• _REQUIRED ACTION_
Write out the records in full and without alteration, setting aside their pictures.

--- INFORMATION SHOWN ---

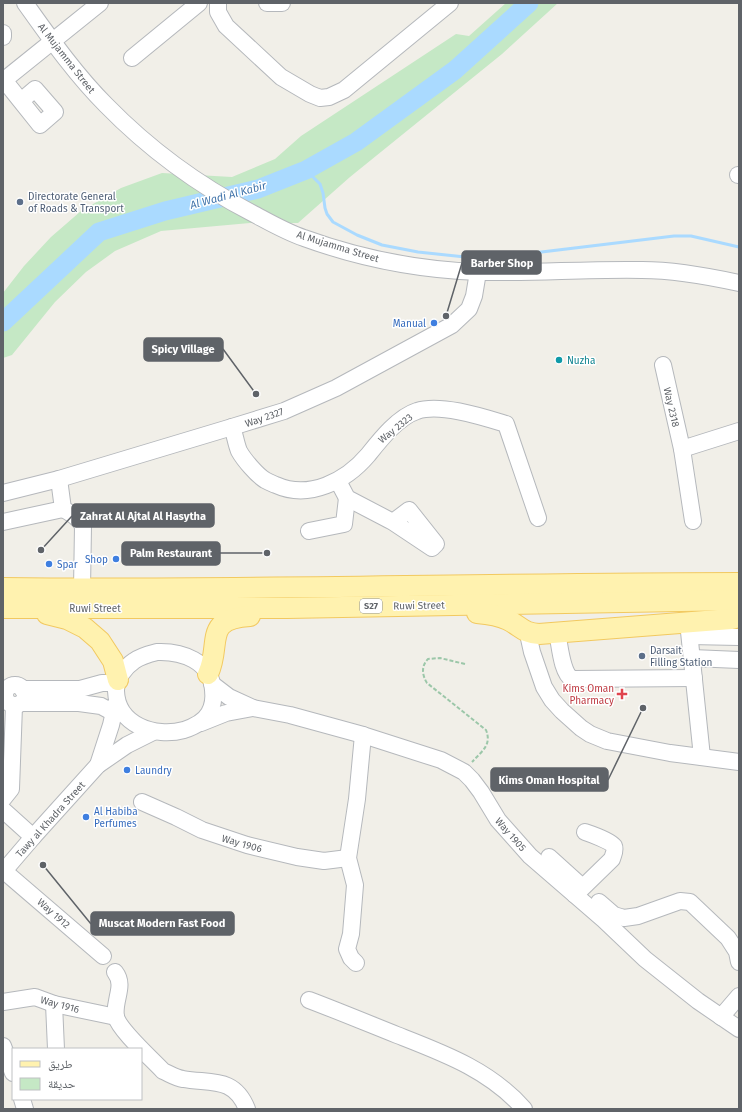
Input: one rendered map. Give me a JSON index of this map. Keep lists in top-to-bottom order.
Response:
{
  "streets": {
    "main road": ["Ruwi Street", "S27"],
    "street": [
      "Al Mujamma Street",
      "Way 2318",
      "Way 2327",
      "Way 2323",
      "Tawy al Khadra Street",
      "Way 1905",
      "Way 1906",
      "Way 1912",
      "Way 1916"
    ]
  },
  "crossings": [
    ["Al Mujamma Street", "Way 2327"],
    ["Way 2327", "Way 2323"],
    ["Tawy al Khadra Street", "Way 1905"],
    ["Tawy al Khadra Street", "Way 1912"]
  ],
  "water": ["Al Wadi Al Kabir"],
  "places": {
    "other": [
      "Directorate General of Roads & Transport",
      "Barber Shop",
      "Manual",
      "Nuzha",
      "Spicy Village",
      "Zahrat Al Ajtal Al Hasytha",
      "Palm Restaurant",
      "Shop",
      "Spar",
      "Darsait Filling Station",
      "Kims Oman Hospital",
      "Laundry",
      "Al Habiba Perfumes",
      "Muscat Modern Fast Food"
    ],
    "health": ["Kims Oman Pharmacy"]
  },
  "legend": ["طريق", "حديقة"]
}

---

• _PROBLEM SOLUTION_
Input: one rendered map. Give me a JSON index of this map. Keep lists in top-to-bottom order.
Response:
{
  "streets": {
    "main road": ["Ruwi Street", "S27"],
    "street": [
      "Al Mujamma Street",
      "Way 2318",
      "Way 2327",
      "Way 2323",
      "Tawy al Khadra Street",
      "Way 1905",
      "Way 1906",
      "Way 1912",
      "Way 1916"
    ]
  },
  "crossings": [
    ["Al Mujamma Street", "Way 2327"],
    ["Way 2327", "Way 2323"],
    ["Tawy al Khadra Street", "Way 1905"],
    ["Tawy al Khadra Street", "Way 1912"]
  ],
  "water": ["Al Wadi Al Kabir"],
  "places": {
    "other": [
      "Directorate General of Roads & Transport",
      "Barber Shop",
      "Manual",
      "Nuzha",
      "Spicy Village",
      "Zahrat Al Ajtal Al Hasytha",
      "Palm Restaurant",
      "Shop",
      "Spar",
      "Darsait Filling Station",
      "Kims Oman Hospital",
      "Laundry",
      "Al Habiba Perfumes",
      "Muscat Modern Fast Food"
    ],
    "health": ["Kims Oman Pharmacy"]
  },
  "legend": ["طريق", "حديقة"]
}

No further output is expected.